Task objective
Whenever a line in the listing below holds the string "lane", include it in the count. Say how many such lines there are and nothing more.

☆ ☆ ☆ ☆ ☆ ☆ ☆

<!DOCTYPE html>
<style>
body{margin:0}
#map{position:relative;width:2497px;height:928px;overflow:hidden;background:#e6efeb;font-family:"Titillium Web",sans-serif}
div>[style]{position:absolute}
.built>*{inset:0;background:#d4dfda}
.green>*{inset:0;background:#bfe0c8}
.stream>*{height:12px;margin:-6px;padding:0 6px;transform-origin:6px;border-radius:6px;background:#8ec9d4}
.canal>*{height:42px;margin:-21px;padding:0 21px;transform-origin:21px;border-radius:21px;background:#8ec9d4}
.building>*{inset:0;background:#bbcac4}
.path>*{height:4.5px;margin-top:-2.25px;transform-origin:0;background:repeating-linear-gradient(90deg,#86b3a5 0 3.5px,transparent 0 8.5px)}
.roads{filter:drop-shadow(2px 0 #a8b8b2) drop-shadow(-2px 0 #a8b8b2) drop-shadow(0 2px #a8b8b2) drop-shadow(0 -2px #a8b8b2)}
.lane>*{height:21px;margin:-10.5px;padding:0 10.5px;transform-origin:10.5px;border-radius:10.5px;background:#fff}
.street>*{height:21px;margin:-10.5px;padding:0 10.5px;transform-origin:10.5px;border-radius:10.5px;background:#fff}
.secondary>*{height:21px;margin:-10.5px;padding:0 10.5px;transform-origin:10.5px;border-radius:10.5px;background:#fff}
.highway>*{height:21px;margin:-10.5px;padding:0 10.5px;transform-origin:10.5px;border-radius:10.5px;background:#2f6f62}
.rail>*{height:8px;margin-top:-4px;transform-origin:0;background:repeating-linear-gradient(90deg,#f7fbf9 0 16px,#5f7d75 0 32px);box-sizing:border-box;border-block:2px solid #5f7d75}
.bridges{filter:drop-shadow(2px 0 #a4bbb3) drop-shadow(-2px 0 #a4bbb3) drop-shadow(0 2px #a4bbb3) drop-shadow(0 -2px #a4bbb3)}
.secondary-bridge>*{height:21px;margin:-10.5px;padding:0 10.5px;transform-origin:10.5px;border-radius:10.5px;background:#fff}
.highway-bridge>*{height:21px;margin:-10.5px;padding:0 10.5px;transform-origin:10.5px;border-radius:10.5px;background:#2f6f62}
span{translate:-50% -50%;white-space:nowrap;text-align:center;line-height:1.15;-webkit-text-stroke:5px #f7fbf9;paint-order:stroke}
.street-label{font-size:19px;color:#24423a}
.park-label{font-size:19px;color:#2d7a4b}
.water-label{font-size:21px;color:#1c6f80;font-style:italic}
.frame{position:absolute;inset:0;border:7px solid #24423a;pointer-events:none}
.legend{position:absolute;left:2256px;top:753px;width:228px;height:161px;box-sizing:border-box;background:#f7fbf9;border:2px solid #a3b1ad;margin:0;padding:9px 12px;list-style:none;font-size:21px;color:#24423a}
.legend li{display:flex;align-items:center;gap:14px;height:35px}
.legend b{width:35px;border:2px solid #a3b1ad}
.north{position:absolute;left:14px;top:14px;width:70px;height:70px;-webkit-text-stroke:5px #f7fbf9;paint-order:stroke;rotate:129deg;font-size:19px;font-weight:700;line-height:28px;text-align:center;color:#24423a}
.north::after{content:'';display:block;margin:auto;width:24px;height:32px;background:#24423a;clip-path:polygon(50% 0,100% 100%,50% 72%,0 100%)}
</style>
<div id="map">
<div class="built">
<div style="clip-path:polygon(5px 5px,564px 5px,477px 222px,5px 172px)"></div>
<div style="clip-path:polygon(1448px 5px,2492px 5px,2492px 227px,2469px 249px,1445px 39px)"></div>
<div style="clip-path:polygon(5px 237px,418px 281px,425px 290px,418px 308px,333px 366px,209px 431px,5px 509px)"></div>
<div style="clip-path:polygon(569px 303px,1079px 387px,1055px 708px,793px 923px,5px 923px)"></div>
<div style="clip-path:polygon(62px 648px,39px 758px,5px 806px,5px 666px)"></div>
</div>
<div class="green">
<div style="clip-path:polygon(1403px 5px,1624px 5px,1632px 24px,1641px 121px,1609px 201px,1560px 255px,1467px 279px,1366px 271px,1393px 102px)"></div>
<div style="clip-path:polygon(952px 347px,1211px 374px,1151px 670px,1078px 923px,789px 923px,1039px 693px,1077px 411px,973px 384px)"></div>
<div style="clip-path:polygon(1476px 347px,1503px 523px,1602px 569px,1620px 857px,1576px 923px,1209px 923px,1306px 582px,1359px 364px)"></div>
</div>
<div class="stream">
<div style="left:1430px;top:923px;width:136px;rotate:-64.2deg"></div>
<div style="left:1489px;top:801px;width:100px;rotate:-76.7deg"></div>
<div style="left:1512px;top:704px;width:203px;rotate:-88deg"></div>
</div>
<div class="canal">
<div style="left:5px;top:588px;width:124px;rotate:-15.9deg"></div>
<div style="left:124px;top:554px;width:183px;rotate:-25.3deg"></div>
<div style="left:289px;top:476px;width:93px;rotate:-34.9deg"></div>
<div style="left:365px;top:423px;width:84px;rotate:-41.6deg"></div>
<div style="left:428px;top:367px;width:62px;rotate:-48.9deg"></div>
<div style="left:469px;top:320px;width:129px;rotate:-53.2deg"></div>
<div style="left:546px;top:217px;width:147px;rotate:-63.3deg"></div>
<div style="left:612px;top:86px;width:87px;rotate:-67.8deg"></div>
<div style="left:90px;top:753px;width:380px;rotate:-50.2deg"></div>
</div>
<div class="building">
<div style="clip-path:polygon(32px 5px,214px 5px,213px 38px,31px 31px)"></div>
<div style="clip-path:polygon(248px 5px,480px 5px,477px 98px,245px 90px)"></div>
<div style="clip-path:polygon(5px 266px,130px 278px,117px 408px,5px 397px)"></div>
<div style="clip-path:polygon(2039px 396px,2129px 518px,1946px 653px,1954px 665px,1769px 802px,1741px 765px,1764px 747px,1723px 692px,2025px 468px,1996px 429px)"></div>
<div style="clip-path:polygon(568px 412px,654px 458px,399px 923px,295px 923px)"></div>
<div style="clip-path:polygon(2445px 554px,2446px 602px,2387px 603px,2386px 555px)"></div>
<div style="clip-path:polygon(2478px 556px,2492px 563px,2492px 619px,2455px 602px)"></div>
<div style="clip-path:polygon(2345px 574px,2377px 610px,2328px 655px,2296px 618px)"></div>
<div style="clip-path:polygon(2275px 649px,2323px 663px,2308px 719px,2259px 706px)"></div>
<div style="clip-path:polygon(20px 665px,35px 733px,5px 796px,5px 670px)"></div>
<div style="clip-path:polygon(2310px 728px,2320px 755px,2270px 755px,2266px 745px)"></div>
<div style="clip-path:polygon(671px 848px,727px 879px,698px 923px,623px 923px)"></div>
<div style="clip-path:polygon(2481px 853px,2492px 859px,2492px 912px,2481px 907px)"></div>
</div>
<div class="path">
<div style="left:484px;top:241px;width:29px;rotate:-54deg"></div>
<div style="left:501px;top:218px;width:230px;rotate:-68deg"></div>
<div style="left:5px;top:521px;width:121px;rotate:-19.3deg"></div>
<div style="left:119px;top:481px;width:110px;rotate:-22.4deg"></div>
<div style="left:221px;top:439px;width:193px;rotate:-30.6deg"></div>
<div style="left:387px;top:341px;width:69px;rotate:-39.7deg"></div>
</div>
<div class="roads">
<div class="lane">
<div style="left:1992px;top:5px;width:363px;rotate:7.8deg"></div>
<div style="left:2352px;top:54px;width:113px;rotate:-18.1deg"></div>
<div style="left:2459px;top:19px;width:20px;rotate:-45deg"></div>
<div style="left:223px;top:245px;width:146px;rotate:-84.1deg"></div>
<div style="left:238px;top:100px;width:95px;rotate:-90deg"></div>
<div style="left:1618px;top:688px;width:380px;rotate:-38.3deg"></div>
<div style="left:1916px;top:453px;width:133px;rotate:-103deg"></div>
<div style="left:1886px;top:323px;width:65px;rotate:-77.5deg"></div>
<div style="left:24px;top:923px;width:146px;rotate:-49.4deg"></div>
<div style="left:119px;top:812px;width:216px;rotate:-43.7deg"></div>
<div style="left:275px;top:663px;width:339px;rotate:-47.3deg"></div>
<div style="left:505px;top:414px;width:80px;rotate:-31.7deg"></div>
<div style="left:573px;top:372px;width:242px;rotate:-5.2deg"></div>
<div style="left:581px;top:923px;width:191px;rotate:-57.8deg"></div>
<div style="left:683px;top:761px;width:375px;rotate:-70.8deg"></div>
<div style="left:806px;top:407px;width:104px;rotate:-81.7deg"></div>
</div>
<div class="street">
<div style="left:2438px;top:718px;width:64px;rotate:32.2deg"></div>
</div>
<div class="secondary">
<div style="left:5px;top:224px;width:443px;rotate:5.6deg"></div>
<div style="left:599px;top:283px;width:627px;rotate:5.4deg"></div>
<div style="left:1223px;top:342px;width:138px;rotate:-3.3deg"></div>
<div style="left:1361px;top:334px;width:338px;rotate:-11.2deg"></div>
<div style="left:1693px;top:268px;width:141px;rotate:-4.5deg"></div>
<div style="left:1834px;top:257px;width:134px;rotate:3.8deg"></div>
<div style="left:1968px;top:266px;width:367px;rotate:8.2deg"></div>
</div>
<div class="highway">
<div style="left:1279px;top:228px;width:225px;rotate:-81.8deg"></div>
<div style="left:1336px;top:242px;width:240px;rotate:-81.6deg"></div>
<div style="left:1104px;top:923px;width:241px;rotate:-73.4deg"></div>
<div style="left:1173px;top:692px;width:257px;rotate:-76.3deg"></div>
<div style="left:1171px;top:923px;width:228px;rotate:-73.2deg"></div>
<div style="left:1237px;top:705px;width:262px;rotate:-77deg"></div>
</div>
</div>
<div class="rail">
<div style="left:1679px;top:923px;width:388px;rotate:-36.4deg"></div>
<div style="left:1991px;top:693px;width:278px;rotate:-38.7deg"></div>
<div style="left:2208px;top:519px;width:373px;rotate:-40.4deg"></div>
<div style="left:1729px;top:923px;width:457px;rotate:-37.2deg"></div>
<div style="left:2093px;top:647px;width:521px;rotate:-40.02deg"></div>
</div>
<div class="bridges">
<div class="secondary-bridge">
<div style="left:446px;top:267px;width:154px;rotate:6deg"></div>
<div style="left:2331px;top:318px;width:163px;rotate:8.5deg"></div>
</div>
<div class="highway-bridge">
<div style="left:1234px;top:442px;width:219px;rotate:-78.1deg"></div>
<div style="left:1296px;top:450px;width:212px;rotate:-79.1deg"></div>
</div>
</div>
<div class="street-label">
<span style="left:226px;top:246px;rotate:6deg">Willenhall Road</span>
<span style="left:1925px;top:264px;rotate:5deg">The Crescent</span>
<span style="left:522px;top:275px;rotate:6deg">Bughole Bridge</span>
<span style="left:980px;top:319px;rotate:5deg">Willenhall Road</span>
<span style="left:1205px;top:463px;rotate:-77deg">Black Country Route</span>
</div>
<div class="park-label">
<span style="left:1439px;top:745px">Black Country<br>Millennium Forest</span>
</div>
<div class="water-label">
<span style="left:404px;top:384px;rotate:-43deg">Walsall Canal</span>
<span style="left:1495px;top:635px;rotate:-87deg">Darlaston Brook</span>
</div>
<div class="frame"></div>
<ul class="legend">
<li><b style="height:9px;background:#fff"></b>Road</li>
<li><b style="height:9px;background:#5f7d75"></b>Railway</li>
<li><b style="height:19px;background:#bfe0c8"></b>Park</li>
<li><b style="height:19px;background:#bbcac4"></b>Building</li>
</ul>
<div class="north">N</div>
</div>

☆ ☆ ☆ ☆ ☆ ☆ ☆

Answer to the exercise
2